Of particular interest to South African PEN is the situation in Mexico, where journalists and writers have been murdered with impunity and in increasing numbers. International PEN is co-ordinating a world-wide commemoration of these killings on Mexico’s Day of the Dead in November. Liesl Jobson, of South African PEN’s Writers in Prison Committee and who did a great job organising the readings to honour detained Chinese Nobel Prize Laureate, Liu Xiaobo earlier this year, will be organising this event. We will send around more information as soon as it is available and will call on PEN members to work on this campaign.
This was my third international PEN meeting. I attended the Congress in Tokyo last year and the Writers in Prison Committee meeting in Brussels in March. Attending regularly has meant that I have been able to establish connections with other PEN centres and to form relationships with the staff of PEN International. This has paid off directly for South African PEN.
American PEN, the UNIVERSAL PERIODIC REVIEW and the Secrecy Bill
We are working together with American PEN, based in New York, on an assessment of freedom of expression in South Africa. This will be for submission to the Universal Periodic Review at the United Nations. South African PEN will make the submission jointly with PEN International. This research is possible because of American PEN’s centre’s generous offer of assistance. Deji Olukotun, a lawyer working with American PEN will do the research in consultation with a small editorial consulting group. This research will provide an invaluable analysis of the current state of freedom of expression after a turbulent couple of years in which the Protection of Information Bill has done the rounds. So thanks to Larry Siems of American PEN. The research when it is completed will give us a background document giving an overview of freedom of expression issues in South Africa. We will then submit a short document to the UPR. I have included some detail below about the UPR and why it is useful for South African PEN.

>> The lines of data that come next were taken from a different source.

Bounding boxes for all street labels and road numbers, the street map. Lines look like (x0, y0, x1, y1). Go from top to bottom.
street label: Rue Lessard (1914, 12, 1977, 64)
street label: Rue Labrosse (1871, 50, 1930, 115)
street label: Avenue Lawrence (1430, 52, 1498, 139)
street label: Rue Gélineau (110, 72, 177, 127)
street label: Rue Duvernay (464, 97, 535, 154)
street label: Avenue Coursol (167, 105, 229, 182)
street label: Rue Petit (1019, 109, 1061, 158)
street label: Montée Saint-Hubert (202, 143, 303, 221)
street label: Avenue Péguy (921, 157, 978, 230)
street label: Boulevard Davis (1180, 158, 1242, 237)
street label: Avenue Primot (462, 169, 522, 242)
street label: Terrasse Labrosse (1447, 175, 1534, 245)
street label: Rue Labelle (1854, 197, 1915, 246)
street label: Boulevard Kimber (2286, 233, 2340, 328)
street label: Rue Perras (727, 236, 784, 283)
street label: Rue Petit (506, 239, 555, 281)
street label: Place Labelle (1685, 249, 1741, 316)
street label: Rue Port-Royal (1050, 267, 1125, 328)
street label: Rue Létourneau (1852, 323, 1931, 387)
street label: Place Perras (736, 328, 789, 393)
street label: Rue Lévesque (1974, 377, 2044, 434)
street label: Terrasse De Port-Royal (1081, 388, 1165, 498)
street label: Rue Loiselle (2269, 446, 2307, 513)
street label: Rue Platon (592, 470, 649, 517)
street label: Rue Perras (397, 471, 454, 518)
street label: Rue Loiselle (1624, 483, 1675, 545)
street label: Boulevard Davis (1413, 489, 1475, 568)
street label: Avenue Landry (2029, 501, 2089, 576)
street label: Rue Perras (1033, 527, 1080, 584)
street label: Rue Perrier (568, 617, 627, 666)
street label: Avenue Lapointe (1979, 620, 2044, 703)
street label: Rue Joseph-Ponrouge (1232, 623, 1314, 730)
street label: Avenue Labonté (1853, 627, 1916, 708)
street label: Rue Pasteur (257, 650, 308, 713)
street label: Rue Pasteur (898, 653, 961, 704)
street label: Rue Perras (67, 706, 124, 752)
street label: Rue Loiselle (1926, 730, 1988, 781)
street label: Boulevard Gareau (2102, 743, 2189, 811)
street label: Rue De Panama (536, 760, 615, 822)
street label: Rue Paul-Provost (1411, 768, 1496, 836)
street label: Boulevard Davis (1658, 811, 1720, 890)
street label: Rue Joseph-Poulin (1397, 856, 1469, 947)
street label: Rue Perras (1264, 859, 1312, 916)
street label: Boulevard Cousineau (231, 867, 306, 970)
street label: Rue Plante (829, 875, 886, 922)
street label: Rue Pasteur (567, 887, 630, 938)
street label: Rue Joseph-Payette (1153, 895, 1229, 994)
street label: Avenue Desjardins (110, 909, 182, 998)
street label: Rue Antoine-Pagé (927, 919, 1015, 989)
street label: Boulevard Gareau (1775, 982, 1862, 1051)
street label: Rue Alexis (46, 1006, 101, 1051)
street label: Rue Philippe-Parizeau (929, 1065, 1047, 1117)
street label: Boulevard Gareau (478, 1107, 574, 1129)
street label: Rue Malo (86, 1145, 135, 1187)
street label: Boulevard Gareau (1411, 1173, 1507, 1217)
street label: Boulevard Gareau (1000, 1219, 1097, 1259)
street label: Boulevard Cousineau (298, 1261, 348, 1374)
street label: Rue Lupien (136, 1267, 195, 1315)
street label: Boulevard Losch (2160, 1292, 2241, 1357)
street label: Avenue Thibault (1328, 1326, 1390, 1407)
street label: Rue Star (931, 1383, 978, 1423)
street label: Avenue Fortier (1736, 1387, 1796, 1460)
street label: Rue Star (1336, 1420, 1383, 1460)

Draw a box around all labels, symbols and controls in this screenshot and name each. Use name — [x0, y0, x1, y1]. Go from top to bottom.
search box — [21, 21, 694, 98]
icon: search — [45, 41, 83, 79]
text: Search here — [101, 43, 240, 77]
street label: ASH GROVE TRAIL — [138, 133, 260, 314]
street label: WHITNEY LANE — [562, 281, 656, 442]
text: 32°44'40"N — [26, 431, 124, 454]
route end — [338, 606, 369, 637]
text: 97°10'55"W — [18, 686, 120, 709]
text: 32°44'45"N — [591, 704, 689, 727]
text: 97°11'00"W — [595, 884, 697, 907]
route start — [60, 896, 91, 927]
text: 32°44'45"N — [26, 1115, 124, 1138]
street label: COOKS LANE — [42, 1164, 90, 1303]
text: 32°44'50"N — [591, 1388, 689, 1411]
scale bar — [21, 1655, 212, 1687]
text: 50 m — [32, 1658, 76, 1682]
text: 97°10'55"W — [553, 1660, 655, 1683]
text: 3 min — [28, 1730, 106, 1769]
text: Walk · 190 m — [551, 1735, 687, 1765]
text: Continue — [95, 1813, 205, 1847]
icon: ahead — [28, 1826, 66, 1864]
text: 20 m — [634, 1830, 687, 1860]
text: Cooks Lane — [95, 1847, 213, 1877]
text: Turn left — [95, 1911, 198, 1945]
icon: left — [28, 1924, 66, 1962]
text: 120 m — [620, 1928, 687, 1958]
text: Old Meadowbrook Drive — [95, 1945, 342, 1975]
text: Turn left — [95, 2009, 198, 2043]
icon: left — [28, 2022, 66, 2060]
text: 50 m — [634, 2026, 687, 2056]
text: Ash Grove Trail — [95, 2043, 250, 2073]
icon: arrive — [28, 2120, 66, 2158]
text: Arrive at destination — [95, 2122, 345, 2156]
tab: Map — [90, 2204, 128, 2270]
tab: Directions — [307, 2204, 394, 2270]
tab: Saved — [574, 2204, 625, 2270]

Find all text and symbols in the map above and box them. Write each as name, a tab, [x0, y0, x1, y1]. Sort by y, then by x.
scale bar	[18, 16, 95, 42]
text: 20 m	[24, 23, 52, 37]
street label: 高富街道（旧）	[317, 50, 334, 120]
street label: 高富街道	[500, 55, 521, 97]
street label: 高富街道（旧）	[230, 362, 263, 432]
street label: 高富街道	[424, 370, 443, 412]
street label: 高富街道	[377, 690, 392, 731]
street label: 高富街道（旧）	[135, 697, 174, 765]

What is the UPR and how will it assist South African PEN’s work:
After years of complaints that the United Nations Commission on Human Rights was failing to protect the human rights standards enshrined in the Universal Declaration on Human Rights, in 2006 the UN General Assembly voted overwhelmingly to replace the Commission with a Council on Human Rights. The Council was given the task to address the problem that the Commission had become at best ineffective, and at worse a means through which member States could avoid censure. Too many members of the Commission had appalling human rights records of their own – countries that included China, Russia, Zimbabwe and Iran – and that they too often collaborated with each other in opposing resolutions condemning human rights abuses so as to protect themselves from criticism. The change was heralded by the then Secretary General, Kofi Annan, as an “historic resolution… that gives the United Nations a much-needed chance to make a new beginning in its work for human rights around the world”.
The new Council is made up of 47 members, elected at the UN General Assembly by secret ballot. It meets three times a year in Geneva to discuss all aspects of the UN Charter on Human Rights. One of the major initiatives of the new Council is the Universal Periodic Review (UPR) a process through which all 192 UN member states are required to show that they meet their obligations to uphold and promote human rights. All UN member states are now subject to regular “periodic reviews” where their human rights obligations come under scrutiny and any member that is found to have systematically failed to uphold these rights can be suspended. All the member states are subject to review over a four-year period. Therefore 48 countries are scrutinized each year, in three sessions of 16 countries. The UPR works under the Council. The UPR itself holds three sessions separate from the regular Council sittings, reporting the outcomes of its reviews to the Council.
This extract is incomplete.